_WHAT YOU SHOULD DO_
Show every line of the data below that includes the word "each".

======== MATERIAL FOR THIS TASK ========

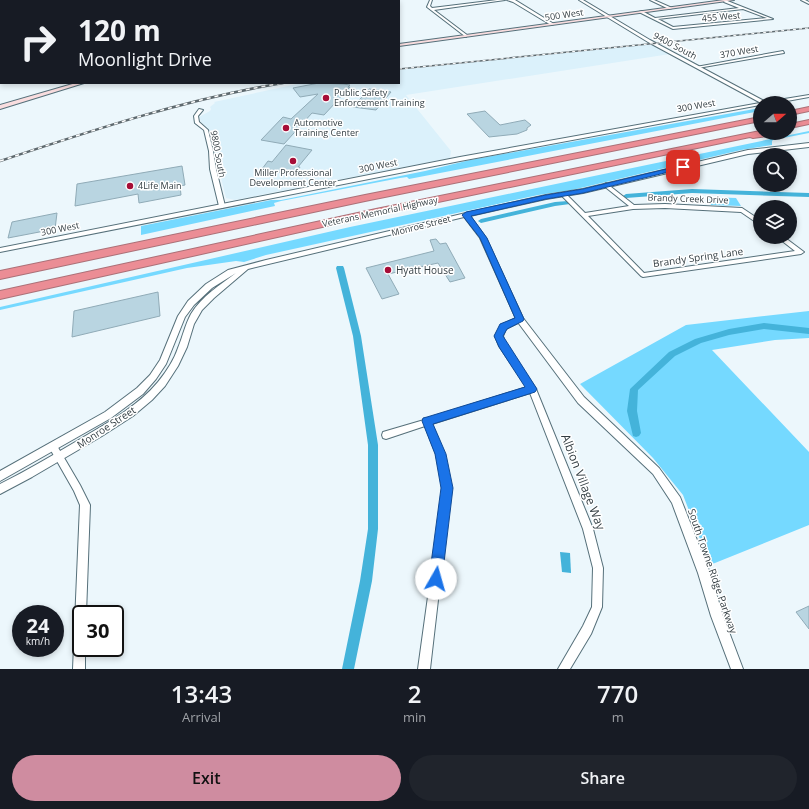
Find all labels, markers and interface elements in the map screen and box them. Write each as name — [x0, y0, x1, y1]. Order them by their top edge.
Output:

========
======== MATERIAL FOR THIS TASK ========

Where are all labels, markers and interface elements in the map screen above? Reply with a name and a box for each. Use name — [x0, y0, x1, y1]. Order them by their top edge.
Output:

========
======== MATERIAL FOR THIS TASK ========

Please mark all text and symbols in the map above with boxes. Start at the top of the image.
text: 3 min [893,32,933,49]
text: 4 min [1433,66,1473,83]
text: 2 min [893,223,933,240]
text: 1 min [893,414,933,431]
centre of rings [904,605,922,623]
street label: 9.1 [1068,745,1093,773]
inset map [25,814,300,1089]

========

_ANSWER BOX_
Find all labels, markers and interface elements in the map screen and box them. Write each as name — [x0, y0, x1, y1]. Order them by their top edge.
Where are all labels, markers and interface elements in the map screen above? Reply with a name and a box for each. Use name — [x0, y0, x1, y1]. Order them by their top edge.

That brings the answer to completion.